The first and most important foundational step is market research. Figuring out product/market fit is vital for startups, as 42% fail because they have “no market need,” according to a study done by CBInsights.
In addition, a thorough review of the competition can help you determine points of difference and weaknesses you can address in advance. It’s also necessary to take a deep dive on customers, including an examination of different segments and their relative value to you, identifying needs and pain points and mapping the customer buying process in depth. This will help inform a lot of decisions in your marketing plan.
2. Define a clear target market and focus on serving them well.
Based on your research, define who your offering will be directed toward to optimize limited resources. This doesn’t mean other segments can’t be customers but that you’re selecting a core group to target your product, messaging and distribution channels to.
By concentrating your efforts on a niche of customers who will best benefit from your product and are of high value to your company, you can cater your marketing plan to them and not waste your time or budget on lower value or harder-to-convince customers.
3. Design a brand that represents what your company stands for.
A brand is more than just a name or logo. It is how your company is perceived by others.
“In a super-crowded world, with too many choices (more than twenty kinds of toner to choose from for my laser printer, and more than nineteen thousand combinations of beverages at Starbucks) … you’re quite lucky if you have a brand at all,” says author Seth Godin.
To stand out, develop a clear and distinct point of view that inspires feelings in your customers, encouraging them to engage with you over and over.
4. Decide on your goals and define your budget.
It can be hard to decide on how much to spend on marketing, especially in the early days of a business. Internet guru Neil Patel’s startup marketing guide states that “57% of startup marketing managers are not basing their marketing budgets on any ROI analysis.” Often, it comes down to how much you can afford, but how much is enough?
If you can, identify how many customers would support the revenue you need for your launch. Next, look at your margin and decide how much of it you would be willing to spend to get a new customer — this is your cost of acquisition. Your customer goal multiplied by your ideal cost of acquisition is a good starting point for an initial budget.
5. Map out points of influence in the buying process.
Find out where your customers get their information from and where they’re influenced along their purchasing journey, beginning from the time they decide they need something to after the sale, when they’re evaluating post-purchase satisfaction and repeat purchases or referrals. Look at people who influence customers’ decisions, their media channels and sources of information or complementary products that must be compatible — these are good channels to focus on initially.
6. Create messaging and content that attracts your target customers.
Building on your research, develop a value proposition that inspires your target market to act and engage with your company. This can be done by focusing on how you solve a customer pain point, help them do a job better or make their lives easier. Using language and visuals that are relatable and easy to understand, emphasize your points of difference to grab your target market’s attention.
7. Figure out how to implement your marketing plan.
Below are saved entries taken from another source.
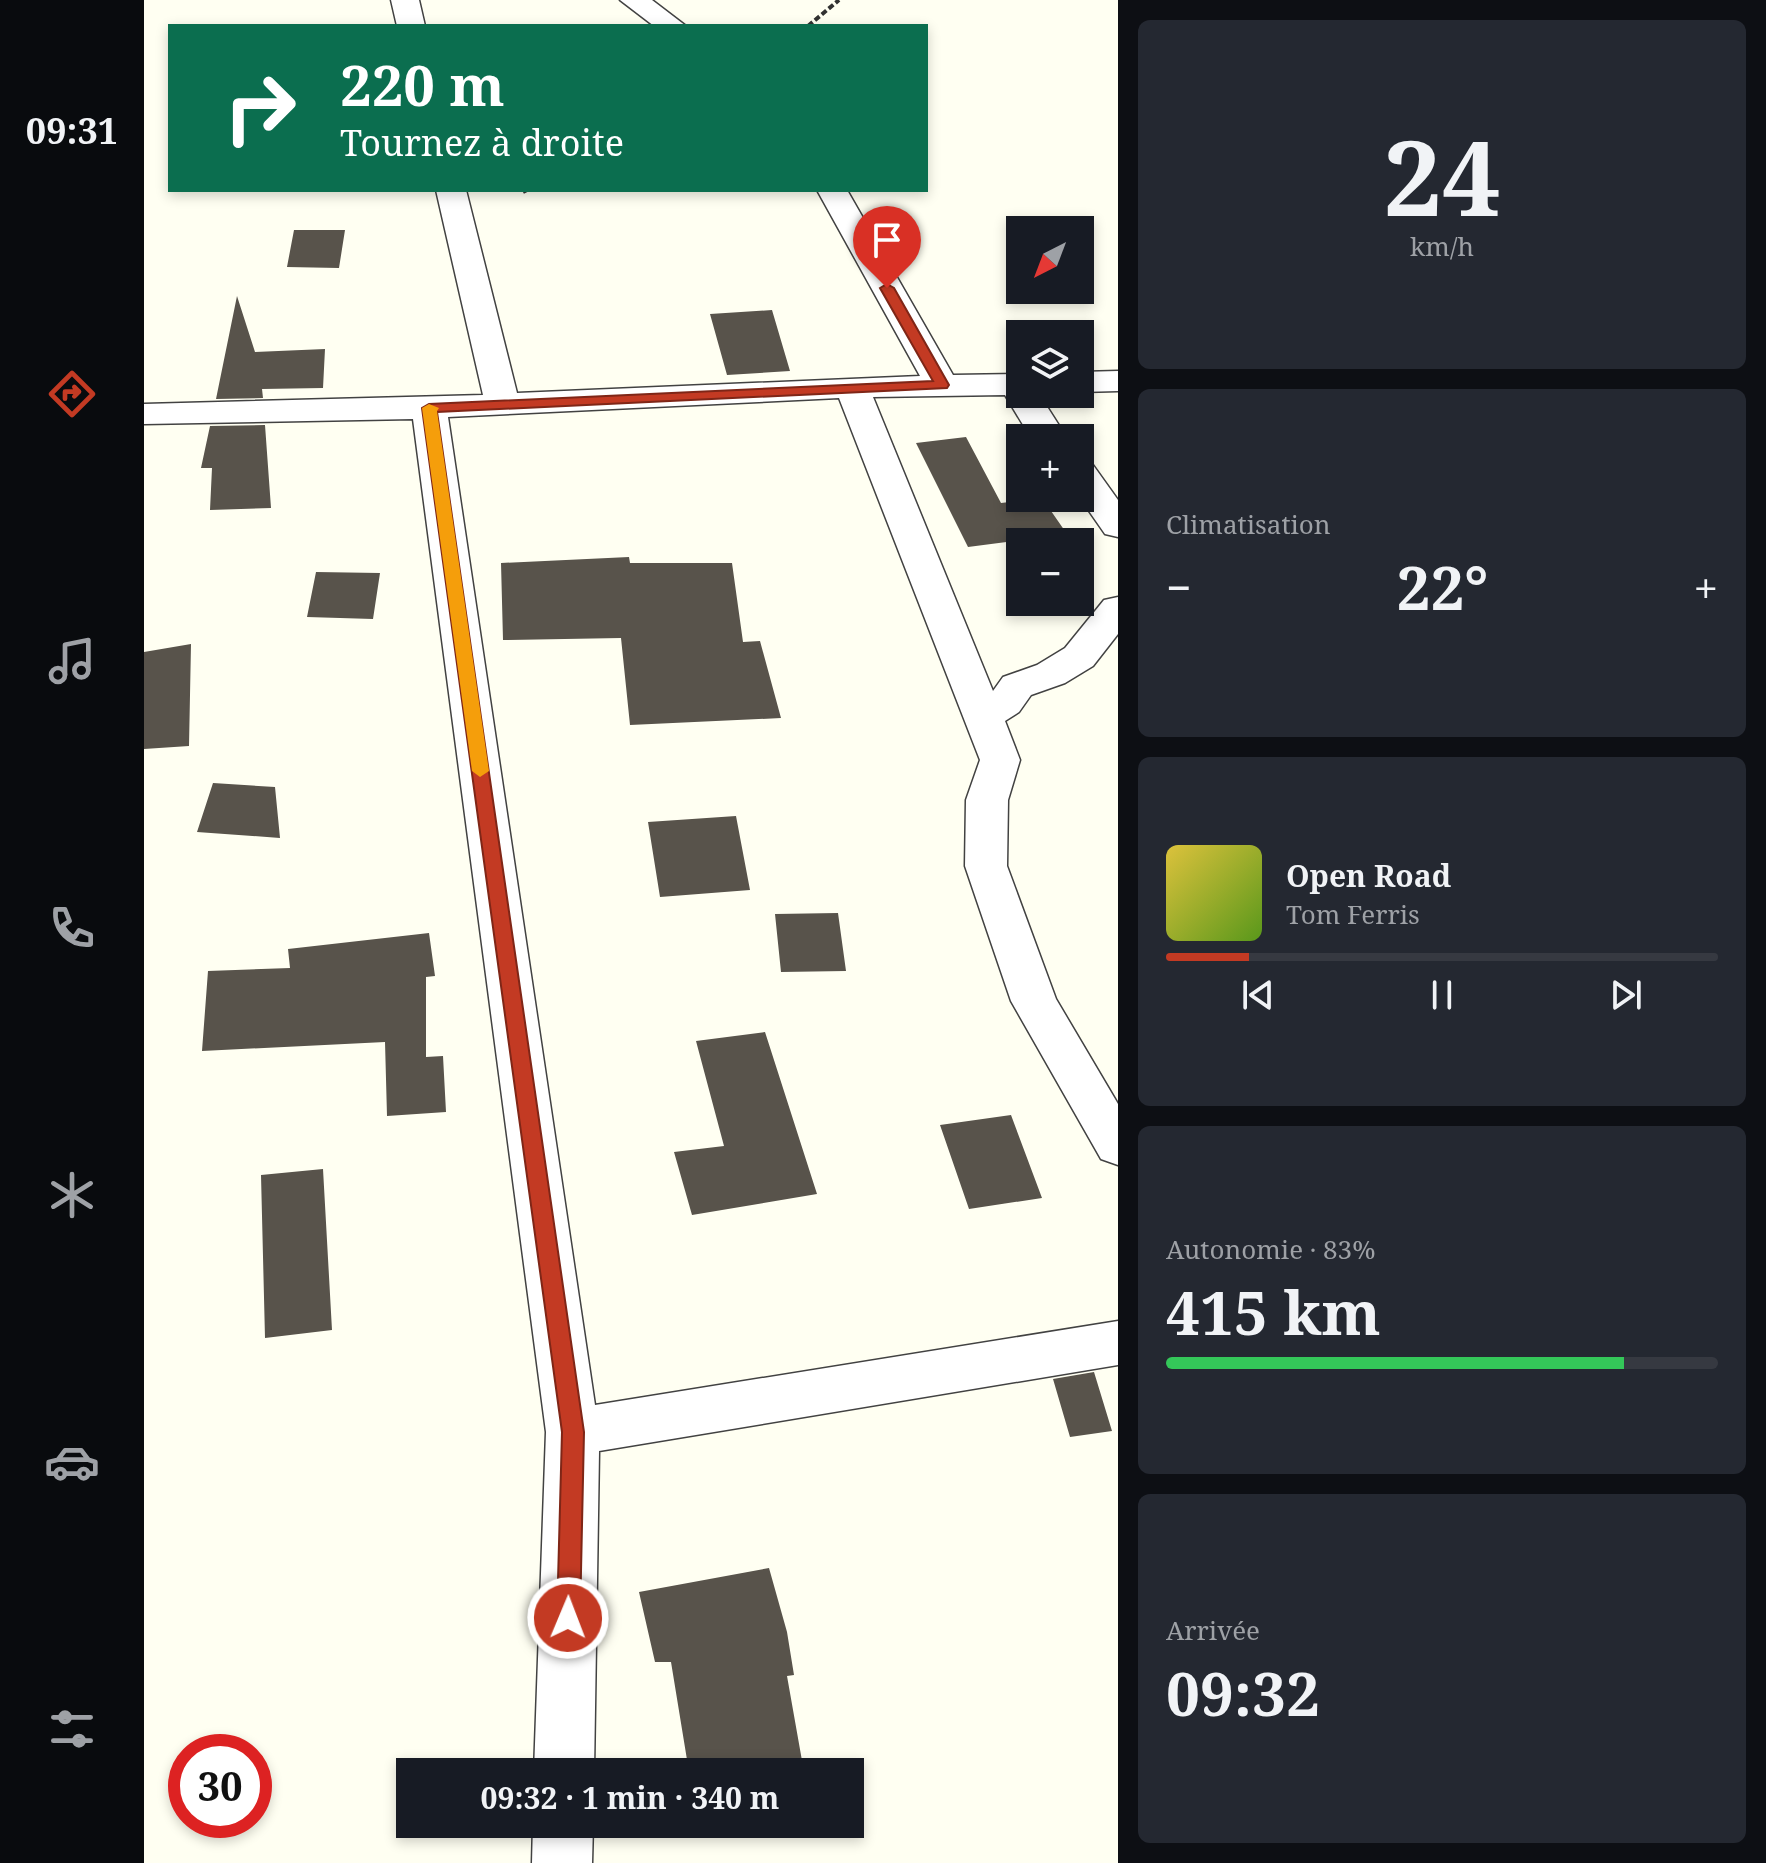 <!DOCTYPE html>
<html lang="fr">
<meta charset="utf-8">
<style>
body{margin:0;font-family:"Noto Serif",serif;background:#242831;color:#f1f3f6;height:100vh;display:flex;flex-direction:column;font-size:30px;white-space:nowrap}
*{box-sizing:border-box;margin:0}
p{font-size:26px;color:#9ea1a6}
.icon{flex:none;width:44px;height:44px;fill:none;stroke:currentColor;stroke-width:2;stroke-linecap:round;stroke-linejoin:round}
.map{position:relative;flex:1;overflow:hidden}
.details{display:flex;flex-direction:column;gap:20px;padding:20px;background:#0d0f14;width:648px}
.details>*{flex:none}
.banner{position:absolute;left:24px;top:24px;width:760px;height:168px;border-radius:0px;box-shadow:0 4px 12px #0003;background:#0b6e4f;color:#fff;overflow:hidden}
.needle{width:52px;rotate:222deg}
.tools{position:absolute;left:862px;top:216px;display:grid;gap:16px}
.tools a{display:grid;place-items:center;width:88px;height:88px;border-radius:0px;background:#171b24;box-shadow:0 4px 12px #0003;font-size:40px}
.speed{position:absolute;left:24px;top:1734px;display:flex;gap:16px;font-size:40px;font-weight:700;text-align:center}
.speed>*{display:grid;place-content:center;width:104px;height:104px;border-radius:50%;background:#171b24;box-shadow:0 4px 12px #0003;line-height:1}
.speed .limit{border:12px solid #d22;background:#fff;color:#111}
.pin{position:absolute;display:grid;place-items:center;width:68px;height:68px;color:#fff;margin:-82px -34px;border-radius:50% 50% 50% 0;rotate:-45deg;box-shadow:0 0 8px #0007}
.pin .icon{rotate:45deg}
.me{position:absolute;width:88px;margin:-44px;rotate:1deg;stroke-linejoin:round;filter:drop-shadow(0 0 6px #0008)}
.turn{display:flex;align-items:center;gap:28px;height:168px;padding:0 40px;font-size:36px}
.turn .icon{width:104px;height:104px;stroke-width:2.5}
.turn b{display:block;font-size:56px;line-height:68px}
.big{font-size:60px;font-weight:700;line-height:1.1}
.details .widget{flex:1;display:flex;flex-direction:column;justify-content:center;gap:12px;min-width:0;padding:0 28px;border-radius:12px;background:#242831}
.details .dial{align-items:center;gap:0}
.dial b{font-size:104px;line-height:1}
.song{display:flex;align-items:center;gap:24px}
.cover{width:96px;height:96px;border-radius:12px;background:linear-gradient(135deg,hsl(50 70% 55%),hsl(90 70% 35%))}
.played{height:8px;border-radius:4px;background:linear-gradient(90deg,#c33a23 15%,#363941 15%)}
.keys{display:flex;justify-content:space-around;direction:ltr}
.heat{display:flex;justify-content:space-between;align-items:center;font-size:44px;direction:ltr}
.charge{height:12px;border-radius:6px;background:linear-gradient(90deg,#34c759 83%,#363941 0)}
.trip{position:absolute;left:252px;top:1758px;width:468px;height:80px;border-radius:0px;background:#171b24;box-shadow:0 4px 12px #0003;font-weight:700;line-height:80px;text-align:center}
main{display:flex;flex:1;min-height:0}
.dock{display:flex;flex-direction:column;width:144px;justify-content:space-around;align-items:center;background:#090b0e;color:#9ea1a6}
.dock .icon{width:56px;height:56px}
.dock .on{color:#c33a23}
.dock b{font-size:36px;color:#f1f3f6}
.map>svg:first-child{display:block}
</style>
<main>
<nav class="dock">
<b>09:31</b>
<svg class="icon on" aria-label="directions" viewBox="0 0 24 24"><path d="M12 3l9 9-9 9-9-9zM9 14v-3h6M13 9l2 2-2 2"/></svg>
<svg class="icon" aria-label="music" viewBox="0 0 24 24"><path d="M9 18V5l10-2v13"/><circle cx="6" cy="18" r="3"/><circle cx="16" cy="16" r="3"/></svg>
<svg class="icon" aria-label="phone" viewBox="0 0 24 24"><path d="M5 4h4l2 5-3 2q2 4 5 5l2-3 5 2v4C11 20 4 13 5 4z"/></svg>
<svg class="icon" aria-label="climate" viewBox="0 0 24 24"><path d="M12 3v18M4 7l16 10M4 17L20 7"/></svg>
<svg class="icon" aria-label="car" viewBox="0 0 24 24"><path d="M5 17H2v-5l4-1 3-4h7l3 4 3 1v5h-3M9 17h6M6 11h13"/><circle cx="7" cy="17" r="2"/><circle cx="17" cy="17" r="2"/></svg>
<svg class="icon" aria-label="filters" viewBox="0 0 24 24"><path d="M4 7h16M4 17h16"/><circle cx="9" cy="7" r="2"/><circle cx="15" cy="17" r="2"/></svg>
</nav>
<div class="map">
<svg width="974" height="1863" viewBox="0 0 974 1863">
<rect width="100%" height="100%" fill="#fffff2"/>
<path fill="#58534b" d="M150,230H201L195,268L143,267Z
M93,296L111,352L181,349L179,388L118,389L119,398L72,399Z
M628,310L646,371L583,375L566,314Z
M121,425L127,508L66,510L68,468H57L66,426Z
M822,437L857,503L898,498L923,534L824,547L772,443Z
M485,557L486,563H588L599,642L616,641L637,718L486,725L477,638L359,640L357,563Z
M172,572L236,573L229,619L163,617Z
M47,644L45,746L0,749V652Z
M69,783L131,787L136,838L53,832Z
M592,816L606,890L516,897L504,822Z
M694,913L702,971L637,972L631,914Z
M285,933L291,976L282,977V1057L299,1056L302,1112L243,1116L241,1042L58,1051L64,971L146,968L144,949Z
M621,1032L673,1194L548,1215L530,1152L580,1146L552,1041Z
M867,1115L898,1198L825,1209L796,1125Z
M179,1169L188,1330L121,1338L117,1175Z
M950,1372L968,1431L926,1437L909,1379Z
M625,1568L643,1632L650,1675L643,1676L660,1772H545L527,1662H511L495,1592Z"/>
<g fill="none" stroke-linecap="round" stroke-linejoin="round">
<defs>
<path id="minor" d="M247,0H275L281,26H253Z
M476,0H508L542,26H510Z
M292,190H322L373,393L776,376L673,190H703L809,375L876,374V394H895L923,438H887L861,395L729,397L849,691L859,677L893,665L921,648L960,600L974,597V634L949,666L921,683L887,695L875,712L861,721L876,760L864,800L863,866L912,999L974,1104V1165L957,1159L867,1001L821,866L822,800L836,760L695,398L304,417L451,1405L974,1321V1365L455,1451L450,1772H390L402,1432L269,419L0,424V404L339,395Z
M974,371V391L936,392V372Z
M936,462L949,465L974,500V537L961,534L936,498Z
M389,1824H449L448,1863H388Z"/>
</defs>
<use href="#minor" stroke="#424242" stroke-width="3"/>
<path stroke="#313131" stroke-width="4" stroke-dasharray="6 3" stroke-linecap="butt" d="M664,26L695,0
M379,192L383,190"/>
<use href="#minor" fill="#fff" fill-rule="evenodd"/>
</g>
<path fill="#c33a23" stroke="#7f2617" stroke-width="2" d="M743,284L750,288L805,385L803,388L293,412L440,1432L436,1618L433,1625L424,1629L416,1625L413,1618L418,1432L278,408L285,404L789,381L736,288Z"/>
<path fill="#f59e0b" d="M285,404L295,408L293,411L345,771L336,777L328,771L278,408Z"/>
</svg>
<div class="tools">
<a><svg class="needle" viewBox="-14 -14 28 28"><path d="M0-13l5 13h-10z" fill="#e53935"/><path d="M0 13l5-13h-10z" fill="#9ea1a6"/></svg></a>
<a><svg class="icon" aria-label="layers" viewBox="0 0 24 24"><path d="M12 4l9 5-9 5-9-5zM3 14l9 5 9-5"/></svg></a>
<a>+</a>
<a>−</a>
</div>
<div class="speed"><div class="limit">30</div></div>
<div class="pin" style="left:743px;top:288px;background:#d93025"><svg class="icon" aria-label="arrive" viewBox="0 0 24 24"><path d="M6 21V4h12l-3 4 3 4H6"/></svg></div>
<svg class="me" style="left:424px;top:1618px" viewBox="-20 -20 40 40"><circle r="17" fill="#c33a23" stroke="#fff" stroke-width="3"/><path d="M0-11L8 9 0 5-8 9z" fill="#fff"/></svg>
<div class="trip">09:32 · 1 min · 340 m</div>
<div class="banner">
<div class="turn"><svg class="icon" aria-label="right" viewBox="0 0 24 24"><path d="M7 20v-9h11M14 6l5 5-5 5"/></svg><div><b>220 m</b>Tournez à droite</div></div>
</div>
</div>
<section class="details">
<div class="widget dial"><b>24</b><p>km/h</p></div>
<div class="widget"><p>Climatisation</p>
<div class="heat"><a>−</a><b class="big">22°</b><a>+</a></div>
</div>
<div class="widget">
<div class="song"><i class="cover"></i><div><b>Open Road</b><p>Tom Ferris</p></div></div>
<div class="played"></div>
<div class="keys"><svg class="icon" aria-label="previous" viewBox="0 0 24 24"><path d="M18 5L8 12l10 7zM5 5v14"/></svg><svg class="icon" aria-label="pause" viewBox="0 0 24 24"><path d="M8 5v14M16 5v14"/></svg><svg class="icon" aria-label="next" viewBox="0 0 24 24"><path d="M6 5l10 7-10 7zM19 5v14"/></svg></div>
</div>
<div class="widget"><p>Autonomie · 83%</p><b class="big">415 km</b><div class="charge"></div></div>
<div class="widget"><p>Arrivée</p><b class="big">09:32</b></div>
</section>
</main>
In addition to your budget, another essential resource is assistance getting marketing up and running. This is often decided by budget availability. Smaller companies frequently hire interns or work with boutique agencies for help creating a launch campaign, with customer research and everything in between.
Marketing tools such as a customer relationship management tool (CRM), email automation program, social media management app and website tracking software, can also help you work smarter and more efficiently. Once your resources are set, a realistic work-back schedule will allow you to plan for all of the work needed to start marketing and coordinate the different activities that need to come together in time for your launch.
When marketing your company, it can feel overwhelming to figure out where to begin. Investing time in market research is crucial in the marketing planning process and can set you up for success or failure. Direction is equally important to identify and then connect with your target audience in an authentic way, as well as help you focus the limited resources SMBs and startups often have. Finally, find the right team to help you get going. It’s important to find others who share your vision and excitement about your company and are invested in your future.